To decide whether to organize a coalition, carefully consider the following. A coalition should only be established if:
- You can logically see how advocacy through a coalition will be more effective than advocacy as a single organization. This is often true of small organizations, where influence and access to policy makers are limited.
- You have the adequate time and funds to effectively manage the preparation work, logistics and strategy of the coalition. Registering a coalition could be a lengthy process that involves a lot of back and forth with the government, especially when there is no clear Coalition Act. Be sure to budget in related costs as the organizer, e.g. paying to hold meetings at larger venues, transportation costs for members to attend.
- No other effective refugee rights coalition is better positioned to advocate for the same policy goals.
Assuming there is no other coalition better positioned to advocate for your policy goals, and you have both the logical rationale to advocate through a coalition and the resources for management, building a coalition can be a very effective advocacy strategy.

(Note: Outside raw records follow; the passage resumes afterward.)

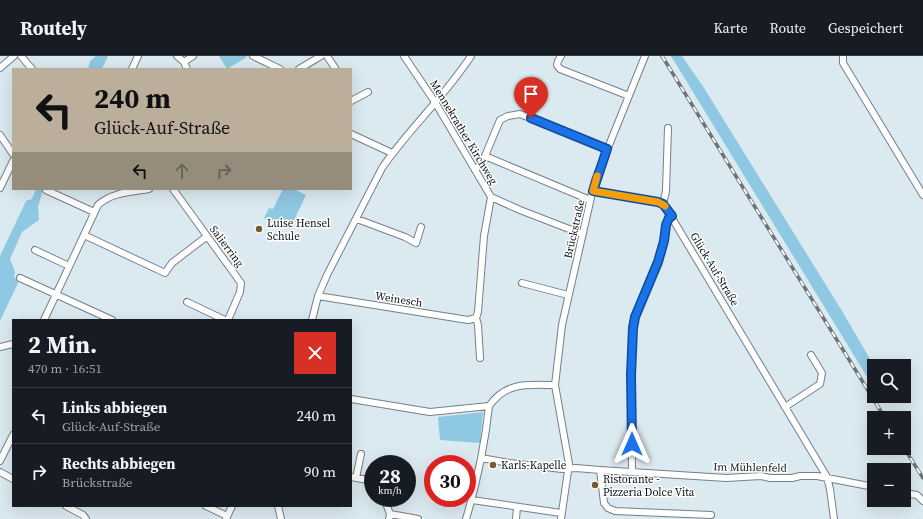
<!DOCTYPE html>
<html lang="de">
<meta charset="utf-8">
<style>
:root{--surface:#171b24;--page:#20242c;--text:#f1f3f6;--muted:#9ea1a6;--line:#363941}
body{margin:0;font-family:"Source Serif 4",serif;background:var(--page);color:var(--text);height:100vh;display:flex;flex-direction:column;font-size:15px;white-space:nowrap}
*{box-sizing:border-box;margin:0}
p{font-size:13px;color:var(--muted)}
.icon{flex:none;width:22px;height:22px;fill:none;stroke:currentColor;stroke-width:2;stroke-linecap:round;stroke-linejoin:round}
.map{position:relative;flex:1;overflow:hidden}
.side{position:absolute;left:12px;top:263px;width:340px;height:188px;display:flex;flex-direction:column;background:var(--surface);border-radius:0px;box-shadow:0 4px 16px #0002}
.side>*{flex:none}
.hud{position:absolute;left:12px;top:12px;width:340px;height:122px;border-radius:0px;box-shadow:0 4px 16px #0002;background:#bbaf9c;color:#111;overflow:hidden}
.controls{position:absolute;left:867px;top:303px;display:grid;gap:8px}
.controls a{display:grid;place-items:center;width:44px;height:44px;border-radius:0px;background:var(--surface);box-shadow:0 4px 16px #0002;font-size:20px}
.speed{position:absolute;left:364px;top:399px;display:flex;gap:8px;font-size:20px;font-weight:700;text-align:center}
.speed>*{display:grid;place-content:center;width:52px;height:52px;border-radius:50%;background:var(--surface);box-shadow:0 4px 16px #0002;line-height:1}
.speed small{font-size:10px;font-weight:400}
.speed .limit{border:6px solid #d22;background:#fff;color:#111}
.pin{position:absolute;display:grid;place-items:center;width:34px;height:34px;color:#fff;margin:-41px -17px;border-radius:50% 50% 50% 0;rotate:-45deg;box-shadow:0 0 4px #0007}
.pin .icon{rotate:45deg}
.me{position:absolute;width:44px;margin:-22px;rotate:0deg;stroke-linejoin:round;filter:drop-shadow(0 0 3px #0008)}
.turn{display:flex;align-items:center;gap:14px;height:84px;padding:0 16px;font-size:18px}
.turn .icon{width:52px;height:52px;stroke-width:2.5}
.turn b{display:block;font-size:28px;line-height:34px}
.lanes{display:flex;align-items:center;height:38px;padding:0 16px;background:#0003;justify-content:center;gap:20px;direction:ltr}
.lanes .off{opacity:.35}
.round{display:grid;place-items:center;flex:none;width:42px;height:42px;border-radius:0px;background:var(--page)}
.overview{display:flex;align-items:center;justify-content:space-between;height:68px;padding:0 16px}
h1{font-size:24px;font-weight:700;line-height:30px}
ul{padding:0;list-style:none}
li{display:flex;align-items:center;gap:12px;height:56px;padding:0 16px;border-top:1px solid var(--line)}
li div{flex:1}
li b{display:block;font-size:15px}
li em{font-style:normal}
header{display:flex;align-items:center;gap:24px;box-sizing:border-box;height:56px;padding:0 20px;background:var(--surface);border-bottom:1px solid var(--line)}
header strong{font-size:19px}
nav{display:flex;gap:22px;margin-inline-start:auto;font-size:14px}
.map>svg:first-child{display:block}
</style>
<header>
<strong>Routely</strong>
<nav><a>Karte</a><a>Route</a><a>Gespeichert</a></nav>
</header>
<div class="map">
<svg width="923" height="463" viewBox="0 0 923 463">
<rect width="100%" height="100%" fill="#dbe9f0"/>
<!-- green -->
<path fill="#8fc8e2" d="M96 0H108L102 13H88L90 5Z
M219 0H246L247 1 227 13Z
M671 0H682L704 32 842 255 874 310V320L869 324Z
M36 133H43L38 151 39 164 22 176 10 203 15 216 14 221 19 225 0 265V200L26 145 32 143Z
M283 133H294L306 139 290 173 264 162 269 152 273 153Z
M483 356 480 387 440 384 438 361Z"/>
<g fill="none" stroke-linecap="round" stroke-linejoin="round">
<defs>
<path id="street" d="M21 0 32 13
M177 0 184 6 187 13
M253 0 280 13
M327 0 335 12
M404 0 435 46 491 141 520 154 582 178
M561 0 558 5 557 9 560 13 629 40
M843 0V7L923 139
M184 6 193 0
M0 12 14 0
M132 13 138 0
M299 13 321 0
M351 45 368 36
M351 78 392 97
M0 79 13 98
M485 100 590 144
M475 114 480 109 485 100 500 64 508 60 520 58 607 93
M0 132 13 105
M173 133 241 227 240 236 228 264
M46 134 94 156
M593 135 658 146 663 148 666 152 827 421 830 433 834 463
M663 148 666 135 668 72
M357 163 405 181 416 187 421 171
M84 179 165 217 172 207 206 181
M35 194 69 210
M20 222 112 264
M522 227 568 239
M318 240 468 264 476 262 478 256 484 180 491 141
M187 246 225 264
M476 262 478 269 480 302
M44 264 98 149C112 136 131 136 149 133
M312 264 318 240 327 219 382 112C409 73 445 40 471 0
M0 291 13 288
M351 343 430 356 489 350
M785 351 820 328 822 317 811 299
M481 402 509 407 562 413 576 412 600 414 726 422 761 420 770 422H792L800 420H817L874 431
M0 405 13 379
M600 414 604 447 608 452 615 455 711 459
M632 415 631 319 633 272 635 261 658 206 664 185 666 169 669 162 672 160
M0 416 13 423
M351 421 373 425
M356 422 361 398
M904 437 917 439 923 445
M387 442V450L390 458
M472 444 561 457
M66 450 83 459 86 463
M206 450 227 460
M278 450 281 463
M226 463 232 450
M389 463 390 458 418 463
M466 463C477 426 485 388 489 350 507 325 528 329 555 329
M516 463 517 451
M561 463 569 408 555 329 562 269 595 124 645 0"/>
</defs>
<!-- street casing -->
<use href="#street" stroke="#758187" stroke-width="8"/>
<!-- street -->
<use href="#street" stroke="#fff" stroke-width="6"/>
<defs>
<path id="rail" d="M662 0 885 362
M904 392 923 422"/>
</defs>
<!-- rail casing -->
<use href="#rail" stroke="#6b7478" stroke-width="3.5"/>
<!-- rail -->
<use href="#rail" stroke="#fff" stroke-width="2" stroke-dasharray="6" stroke-linecap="butt"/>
</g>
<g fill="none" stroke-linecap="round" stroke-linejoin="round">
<defs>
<path id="route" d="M531 62 607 93 593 135 658 146 663 148 672 160 669 162 666 169 664 185 658 206 635 261 633 272 631 319 632 388"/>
</defs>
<!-- route casing -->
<use href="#route" stroke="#114b97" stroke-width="10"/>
<!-- route -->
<use href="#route" stroke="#1a73e8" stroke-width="7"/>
<!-- slow -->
<path stroke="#f59e0b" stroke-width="7" d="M597 120 593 135 658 146 665 150"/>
</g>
<!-- markers -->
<g fill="#785c2f" stroke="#fff" stroke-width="1.5">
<circle cx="259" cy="173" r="4"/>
<circle cx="493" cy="409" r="4"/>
<circle cx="595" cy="429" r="4"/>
</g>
<g text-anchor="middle" stroke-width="3" stroke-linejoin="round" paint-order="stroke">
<!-- street labels -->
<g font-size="11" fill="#0c1113" stroke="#fff">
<text transform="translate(464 76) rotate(59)" y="4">Mennekrather Kirchweg</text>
<text transform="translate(574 173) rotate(-77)" y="4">Brückstraße</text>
<text transform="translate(227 190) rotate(53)" y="4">Salierring</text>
<text transform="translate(715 213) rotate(59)" y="4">Glück-Auf-Straße</text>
<text transform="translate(399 243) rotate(9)" y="4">Weinesch</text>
<text transform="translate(750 411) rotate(1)" y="4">Im Mühlenfeld</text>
</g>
<!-- poi labels -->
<g font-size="11" fill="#0c1113" stroke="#fff" text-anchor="start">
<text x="267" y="171">Luise Hensel<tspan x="267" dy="13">Schule</tspan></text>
<text x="501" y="413">Karls-Kapelle</text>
<text x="603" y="427">Ristorante -<tspan x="603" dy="13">Pizzeria Dolce Vita</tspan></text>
</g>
</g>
</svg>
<div class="controls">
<a><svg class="icon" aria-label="search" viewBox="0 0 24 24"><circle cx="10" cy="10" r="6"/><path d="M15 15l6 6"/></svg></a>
<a>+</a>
<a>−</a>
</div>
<div class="speed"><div>28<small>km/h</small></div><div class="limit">30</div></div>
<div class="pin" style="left:531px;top:62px;background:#d93025"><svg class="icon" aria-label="arrive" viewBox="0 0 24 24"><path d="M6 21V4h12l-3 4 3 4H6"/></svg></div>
<svg class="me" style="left:632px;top:388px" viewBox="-20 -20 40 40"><path d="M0-17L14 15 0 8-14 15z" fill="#1a73e8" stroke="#fff" stroke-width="4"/></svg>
<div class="hud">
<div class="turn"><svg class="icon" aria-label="left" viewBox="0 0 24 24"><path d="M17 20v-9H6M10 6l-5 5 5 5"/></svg><div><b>240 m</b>Glück-Auf-Straße</div></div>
<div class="lanes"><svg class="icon" aria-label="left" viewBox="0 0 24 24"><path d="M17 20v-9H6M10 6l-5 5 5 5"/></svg><svg class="icon off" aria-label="ahead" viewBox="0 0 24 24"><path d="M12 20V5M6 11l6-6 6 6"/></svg><svg class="icon off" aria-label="right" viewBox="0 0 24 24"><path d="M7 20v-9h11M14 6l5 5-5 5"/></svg></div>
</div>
<section class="side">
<div class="overview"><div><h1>2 Min.</h1><p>470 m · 16:51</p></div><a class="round" style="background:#d93025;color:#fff"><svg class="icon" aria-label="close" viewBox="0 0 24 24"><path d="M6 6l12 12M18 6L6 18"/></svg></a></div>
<ul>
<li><svg class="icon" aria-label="left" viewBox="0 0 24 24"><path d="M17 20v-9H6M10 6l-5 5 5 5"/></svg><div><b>Links abbiegen</b><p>Glück-Auf-Straße</p></div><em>240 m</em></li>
<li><svg class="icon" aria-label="right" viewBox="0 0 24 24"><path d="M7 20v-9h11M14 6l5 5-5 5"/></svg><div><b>Rechts abbiegen</b><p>Brückstraße</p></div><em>90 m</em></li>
</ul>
</section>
</div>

Building a refugee rights coalition
Step 1: Identify ideal coalition members and create a coalition mission
Building a refugee rights coalition begins by: (1) understanding which coalition members may help you achieve your policy goals; and (2) developing a coalition mission that is aligned with the interests of your desired coalition members.
To begin this process, first consider which potential coalition members can help you achieve your goals. This may include:
- other refugee rights organization at a national or regional level;
- other refugee response organizations from the humanitarian and development sectors;
- UN officials;
- government officials; and
- other non-refugee response actors.
Remember that if you invite organizations from other time zones scheduling in-person meetings may not be possible, and conference calls may be held at unusual hours.

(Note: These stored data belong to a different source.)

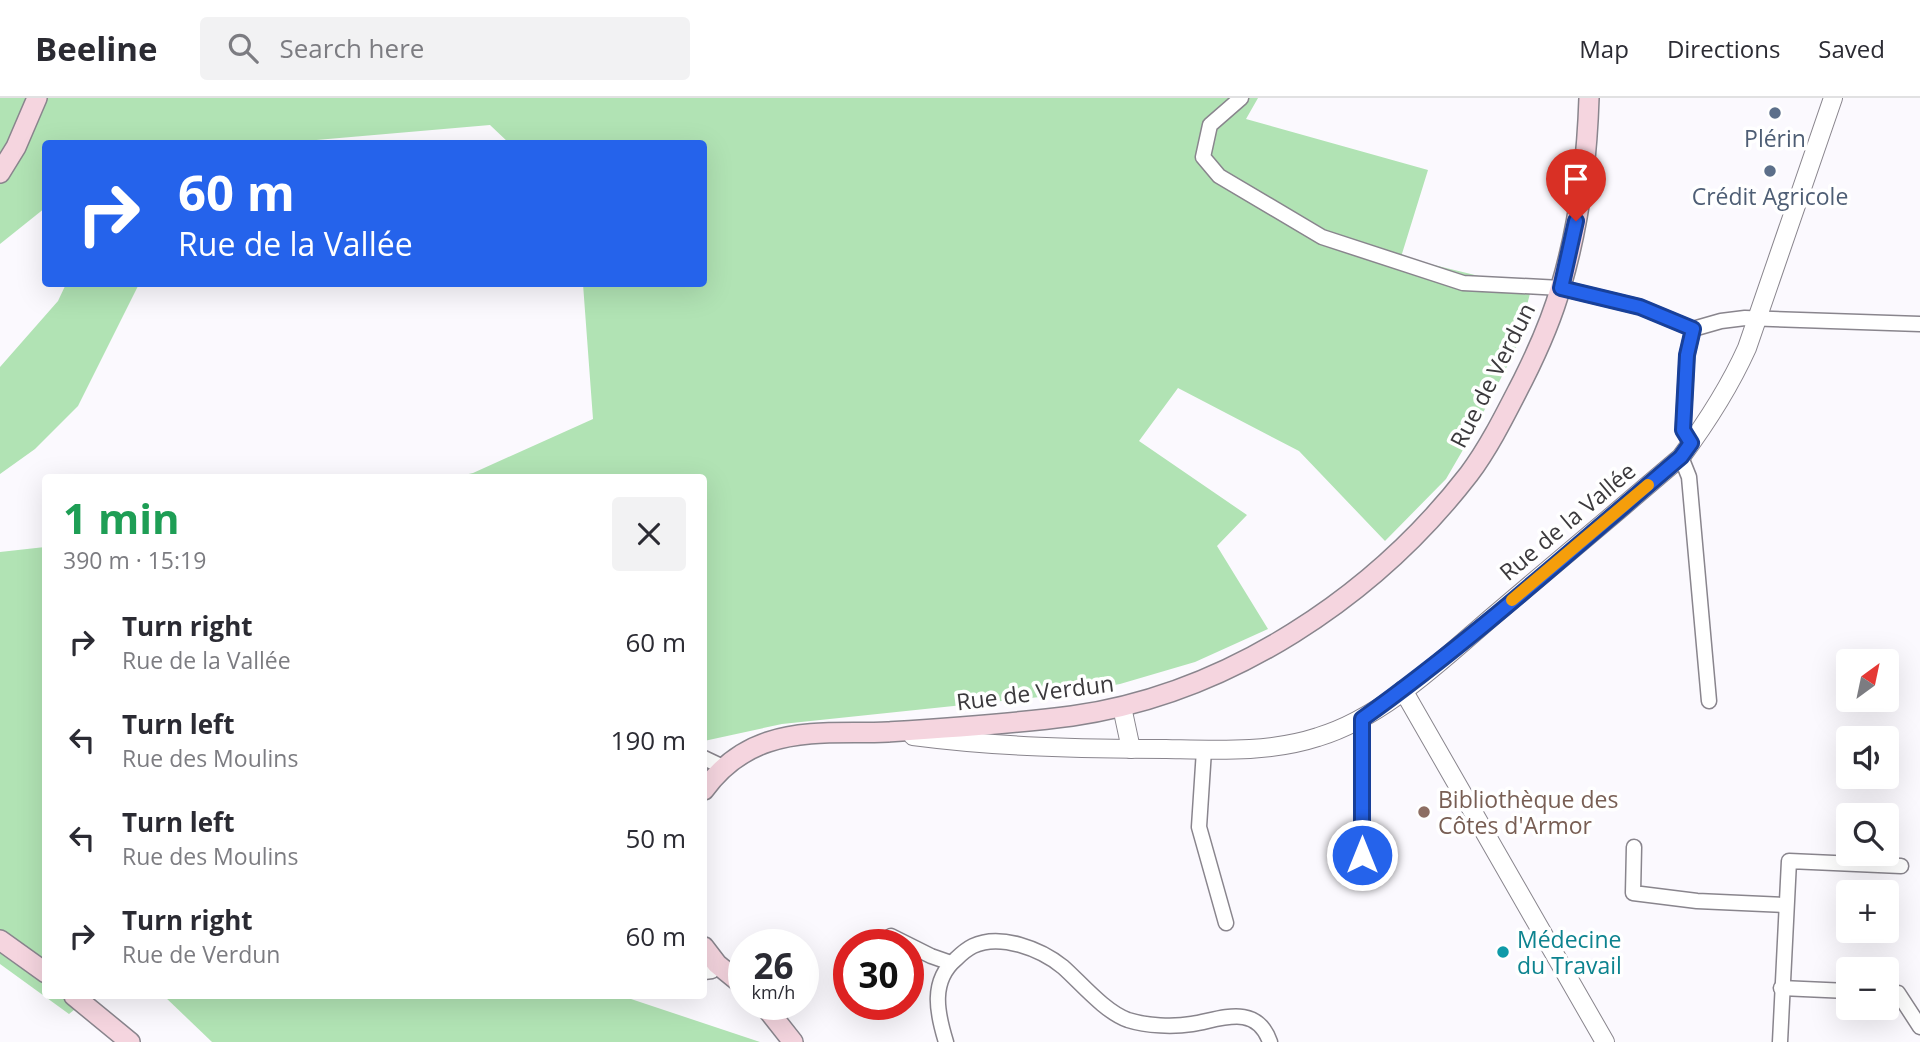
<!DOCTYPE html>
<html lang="en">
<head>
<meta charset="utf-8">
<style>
	:root { --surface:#fff; --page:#f2f2f3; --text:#2b2b33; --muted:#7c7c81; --line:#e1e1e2 }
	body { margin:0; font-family:"Open Sans",sans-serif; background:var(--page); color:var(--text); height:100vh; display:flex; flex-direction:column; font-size:26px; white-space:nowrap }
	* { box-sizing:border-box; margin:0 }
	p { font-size:23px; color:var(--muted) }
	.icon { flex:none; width:38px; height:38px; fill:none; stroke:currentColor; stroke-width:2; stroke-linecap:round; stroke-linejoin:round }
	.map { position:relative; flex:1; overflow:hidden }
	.panel { position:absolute; left:42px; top:376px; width:665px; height:525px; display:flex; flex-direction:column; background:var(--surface); border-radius:7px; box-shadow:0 7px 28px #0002 }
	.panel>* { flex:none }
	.hud { position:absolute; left:42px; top:42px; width:665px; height:147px; border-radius:7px; box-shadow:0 7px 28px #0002; background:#2563eb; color:#fff; overflow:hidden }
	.needle { width:46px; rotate:33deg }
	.buttons { position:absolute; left:1836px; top:551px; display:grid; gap:14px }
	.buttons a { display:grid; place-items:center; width:63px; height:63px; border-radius:7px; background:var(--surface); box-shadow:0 7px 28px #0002; font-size:35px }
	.speed { position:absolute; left:728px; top:831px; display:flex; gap:14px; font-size:35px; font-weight:700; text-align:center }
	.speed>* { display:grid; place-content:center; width:91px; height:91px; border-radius:50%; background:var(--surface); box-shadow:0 7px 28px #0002; line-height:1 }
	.speed small { font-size:18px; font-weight:400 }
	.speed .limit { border:10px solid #d22; background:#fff; color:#111 }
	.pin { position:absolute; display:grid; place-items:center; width:60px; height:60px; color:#fff; margin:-72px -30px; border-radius:50% 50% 50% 0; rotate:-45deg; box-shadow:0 0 7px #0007 }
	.pin .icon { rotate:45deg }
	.me { position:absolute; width:77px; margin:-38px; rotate:0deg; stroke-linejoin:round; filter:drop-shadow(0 0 5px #0008) }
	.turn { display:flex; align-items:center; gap:24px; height:147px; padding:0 21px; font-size:32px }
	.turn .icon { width:91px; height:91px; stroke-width:2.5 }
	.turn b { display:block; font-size:49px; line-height:60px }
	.round { display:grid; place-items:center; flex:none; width:74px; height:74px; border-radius:7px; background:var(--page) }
	.headline { display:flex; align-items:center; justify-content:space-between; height:119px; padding:0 21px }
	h1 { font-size:42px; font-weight:700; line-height:52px; color:#1e9e55 }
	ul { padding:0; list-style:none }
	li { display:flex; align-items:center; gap:21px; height:98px; padding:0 21px }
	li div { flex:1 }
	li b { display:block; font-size:26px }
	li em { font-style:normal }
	header { display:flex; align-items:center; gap:42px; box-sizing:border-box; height:98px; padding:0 35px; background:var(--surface); border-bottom:2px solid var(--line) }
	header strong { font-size:33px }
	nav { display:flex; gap:38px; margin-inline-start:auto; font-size:24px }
	.search { width:490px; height:63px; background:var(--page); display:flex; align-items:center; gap:18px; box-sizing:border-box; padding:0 24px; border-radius:7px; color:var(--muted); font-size:26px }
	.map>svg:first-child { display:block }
	.green { fill:#b1e3b4 }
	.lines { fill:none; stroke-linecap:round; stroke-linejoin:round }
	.minor-casing { stroke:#89858d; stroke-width:17 }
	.tertiary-casing { stroke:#89858d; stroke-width:20 }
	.secondary-casing { stroke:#89858d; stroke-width:22 }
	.minor { stroke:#fff; stroke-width:14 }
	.tertiary { stroke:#fff; stroke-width:18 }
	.secondary { stroke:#f5d5df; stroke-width:19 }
	.route-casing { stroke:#184099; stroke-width:18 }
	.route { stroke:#2563eb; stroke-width:12 }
	.slow { stroke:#f59e0b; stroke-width:12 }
	.service-dot { fill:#5c6f8a; stroke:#fff; stroke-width:2.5 }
	.education-dot { fill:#8d6e63; stroke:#fff; stroke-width:2.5 }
	.culture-dot { fill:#0f9aa8; stroke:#fff; stroke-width:2.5 }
	.labels { text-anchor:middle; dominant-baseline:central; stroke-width:7; stroke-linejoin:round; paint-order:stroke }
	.service-label { font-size:23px; fill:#4e5e75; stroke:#fff }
	.street-label { font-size:23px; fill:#3c3a3d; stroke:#fff }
	.education-label { font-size:23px; fill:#785e54; stroke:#fff; text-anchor:start }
	.culture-label { font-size:23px; fill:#0d838f; stroke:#fff; text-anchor:start }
</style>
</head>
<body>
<header>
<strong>Beeline</strong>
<div class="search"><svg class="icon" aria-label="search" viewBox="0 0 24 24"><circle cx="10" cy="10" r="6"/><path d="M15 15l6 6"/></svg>Search here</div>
<nav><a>Map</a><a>Directions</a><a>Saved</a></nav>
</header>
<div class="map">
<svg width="1920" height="944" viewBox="0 0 1920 944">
	<rect width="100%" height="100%" fill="#fbf9fe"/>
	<g class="green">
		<polygon points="0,0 1258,0 1246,21 1428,72 1401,159 1479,178 1533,184 1515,253 1471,338 1446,381 1385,443 1299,353 1178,290 1139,343 1247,417 1217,448 1268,531 1195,564 1120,586 1059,597 782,626 704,643 704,380 451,380 473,375 593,321 583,186 704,186 704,46 509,45 490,27 270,46 46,46 45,110 0,146"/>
		<polygon points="66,186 139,186 78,308 35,351 0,376 0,269 58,203"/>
		<polygon points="45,449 46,898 91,898 69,916 0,866 0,454"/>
		<polygon points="164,898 622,898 760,944 212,944"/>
	</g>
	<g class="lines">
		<g class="minor-casing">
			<g id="minor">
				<polyline points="1241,0 1210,27 1203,59 1219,78 1322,139 1463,185 1561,190 1640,209 1693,231 1721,223 1745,220 1920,226"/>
				<polyline points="1691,345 1683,332 1687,257 1693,231"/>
				<polyline points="1681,359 1689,379 1709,603"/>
				<polyline points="1204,652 1199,729 1226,825"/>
				<polyline points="704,660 723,669"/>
				<polyline points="1634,749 1633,795 1697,803 1785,807"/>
				<polyline points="1362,757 1362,621"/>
				<polyline points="891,838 931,858 951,865"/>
				<polyline points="704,874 712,873 717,866"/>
				<polyline points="1781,890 1848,893"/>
				<polyline points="1886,895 1898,895 1920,929"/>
				<path d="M 946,944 C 937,915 930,883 956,861 C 961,856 967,851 973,848 C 1000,835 1041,851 1063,869 C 1081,885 1105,914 1128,922 C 1147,928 1173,929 1192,926 C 1219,922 1256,904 1270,944"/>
				<polyline points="1780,944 1789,763 1901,768"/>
			</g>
		</g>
		<g class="tertiary-casing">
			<g id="tertiary">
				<polyline points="1403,592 1605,944"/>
				<polyline points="1122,609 1131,651"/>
				<path d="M 913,638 C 997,649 1081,651 1166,651 C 1217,652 1269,655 1318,639 C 1382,620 1441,563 1491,520 C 1555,466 1618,413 1681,359 C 1707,324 1729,290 1747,250 L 1833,0"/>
			</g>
		</g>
		<g class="secondary-casing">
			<g id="secondary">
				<polyline points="0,75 16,49 37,0"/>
				<path d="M 704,692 C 720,670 741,653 768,644 C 807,631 848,636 888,634 C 949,630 1011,626 1072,618 C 1228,596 1374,499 1469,376 C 1490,348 1507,313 1523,282 C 1538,252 1552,221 1561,188 C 1579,127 1587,63 1589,0"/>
				<polyline points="0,842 46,875"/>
				<polyline points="704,849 717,866 744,888"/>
				<polyline points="74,898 130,944"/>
				<polyline points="763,906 793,944"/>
			</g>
		</g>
		<use href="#minor" class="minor"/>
		<use href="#tertiary" class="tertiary"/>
		<use href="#secondary" class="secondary"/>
	</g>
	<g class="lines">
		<g class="route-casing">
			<path id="route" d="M 1362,757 L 1362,621 C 1474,541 1576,448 1681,359 L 1691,345 L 1683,332 L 1687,257 L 1693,231 L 1640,209 L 1561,190 L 1576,123"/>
		</g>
		<use href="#route" class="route"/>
		<polyline class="slow" points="1512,502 1648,387"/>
	</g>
	<g class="service-dot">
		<circle cx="1775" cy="15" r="7"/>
		<circle cx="1770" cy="73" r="7"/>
	</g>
	<circle class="education-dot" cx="1424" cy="714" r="7"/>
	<circle class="culture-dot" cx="1503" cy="854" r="7"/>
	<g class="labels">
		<g class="service-label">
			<text x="1775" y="40">Plérin</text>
			<text x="1770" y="98">Crédit Agricole</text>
		</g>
		<g class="street-label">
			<text transform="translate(1492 277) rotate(-63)">Rue de Verdun</text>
			<text transform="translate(1567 423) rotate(-40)">Rue de la Vallée</text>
			<text transform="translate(1035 594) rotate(-7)">Rue de Verdun</text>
		</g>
		<g class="education-label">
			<text x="1438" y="701">Bibliothèque des<tspan x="1438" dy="26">Côtes d'Armor</tspan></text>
		</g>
		<g class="culture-label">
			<text x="1517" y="841">Médecine<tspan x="1517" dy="26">du Travail</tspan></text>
		</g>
	</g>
</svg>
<div class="buttons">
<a><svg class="needle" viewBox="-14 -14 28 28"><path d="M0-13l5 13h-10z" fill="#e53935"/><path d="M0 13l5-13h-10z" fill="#7c7c81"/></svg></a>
<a><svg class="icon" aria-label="sound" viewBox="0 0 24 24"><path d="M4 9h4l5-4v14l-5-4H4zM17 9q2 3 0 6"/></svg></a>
<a><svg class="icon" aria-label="search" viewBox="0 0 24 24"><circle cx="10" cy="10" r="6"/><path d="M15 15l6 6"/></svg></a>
<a>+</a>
<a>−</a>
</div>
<div class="speed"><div>26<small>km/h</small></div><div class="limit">30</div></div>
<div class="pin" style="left:1576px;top:123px;background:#d93025"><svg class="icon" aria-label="arrive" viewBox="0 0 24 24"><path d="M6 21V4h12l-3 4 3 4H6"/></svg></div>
<svg class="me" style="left:1362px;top:757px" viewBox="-20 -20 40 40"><circle r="17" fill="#2563eb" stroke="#fff" stroke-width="3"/><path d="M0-11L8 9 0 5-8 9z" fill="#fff"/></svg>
<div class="hud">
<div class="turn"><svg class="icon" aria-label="right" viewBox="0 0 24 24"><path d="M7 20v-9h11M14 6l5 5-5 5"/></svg><div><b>60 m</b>Rue de la Vallée</div></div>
</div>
<section class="panel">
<div class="headline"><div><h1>1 min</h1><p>390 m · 15:19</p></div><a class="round"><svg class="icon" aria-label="close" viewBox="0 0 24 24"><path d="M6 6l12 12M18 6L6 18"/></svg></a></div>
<ul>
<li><svg class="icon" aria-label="right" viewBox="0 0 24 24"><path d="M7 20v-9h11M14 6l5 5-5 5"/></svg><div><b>Turn right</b><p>Rue de la Vallée</p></div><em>60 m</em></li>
<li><svg class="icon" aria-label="left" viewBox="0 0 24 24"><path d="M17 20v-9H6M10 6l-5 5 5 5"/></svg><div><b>Turn left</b><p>Rue des Moulins</p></div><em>190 m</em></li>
<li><svg class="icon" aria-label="left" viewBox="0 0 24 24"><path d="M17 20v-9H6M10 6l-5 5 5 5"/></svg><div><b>Turn left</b><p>Rue des Moulins</p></div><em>50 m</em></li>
<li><svg class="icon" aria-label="right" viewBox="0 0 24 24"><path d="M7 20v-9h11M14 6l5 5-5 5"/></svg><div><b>Turn right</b><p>Rue de Verdun</p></div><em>60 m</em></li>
</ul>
</section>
</div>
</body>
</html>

Once you understand your desired participants, establish the mission of your coalition. To do so, consult your internal policy goals. Ask yourself if your policy goals will be of interest to your potential coalition members. If so, you can easily transform your own policy goals into coalition goals. For example, if one of your policy goals is that the right to work for refugees be included in the coalition, and your partners are similarly focused on work rights, your work is mostly done.
However, if the interests of your potential coalition partners are focused differently or more broadly (for example on the provision of humanitarian aid, or micro-finance or other development initiative) you may want to reframe your coalition mission as more generally improving refugee livelihoods outcomes. In such an example, work rights could be one part of a broader strategy.
The decision to frame a coalition broadly does not necessarily make it less effective. Coalitions that promote cross-sector collaboration may increase the likelihood that your rights-based policy goals will be achieved. Cross-sector collaboration may help local humanitarian and development actors better understand the role and importance of refugee rights, therefore improving general awareness of refugee rights.
Step 2: Invite participants
Inviting participants to join your coalition can be a marketing challenge. Participation needs to be seen as valuable and as an efficient use of time. Rather than relying on mass email invitations, consider reaching out to people personally to explain the mission of the coalition, and to stress how the coalition can add value to their existing work.
When conducting outreach, it may help to have a Concept Note available. A Concept Note explains the mission and purpose of the coalition along other information such as a rationale, expected results, and innovation. Please find attached the Asylum Access Work Rights Coalition concept note used during initial outreach at the bottom of the page.
When formulating outreach letters and initiating discussions, be careful not to be too prescriptive about the coalition’s strategy. Some participants may want the space to impact coalition strategy. Use the outreach moment for generating excitement and the feeling of possibility. Of course, be careful that your messaging does not deviate too far from your organization’s general policy goal.
Step 3: Establish roles and terms of reference
Once you and your coalition members agree generally on the role of the coalition, use a session or two to review the Terms of Membership. Consider creating a draft of the terms of membership in advance of these initial conversations either on your own, or with a select few partners.
Terms of Membership is a document that outlines the expectations and requirements for participating in a group. This can help clarify the roles of coalition members, the process for establishing coalition strategies, and the external communication messages of the coalition. Please see the attached Terms of Membership from the Asylum Access Work Rights Coalition, as an example.
Step 4: Create and implement a strategy
Creating a strategy with coalition members can be complex. This aspect of coalition building may be best handled by a core committee within a coalition during a strategic planning process. Be sure to know the ultimate outcome you want to achieve prior to beginning a strategic planning session, and consult your own policy goals.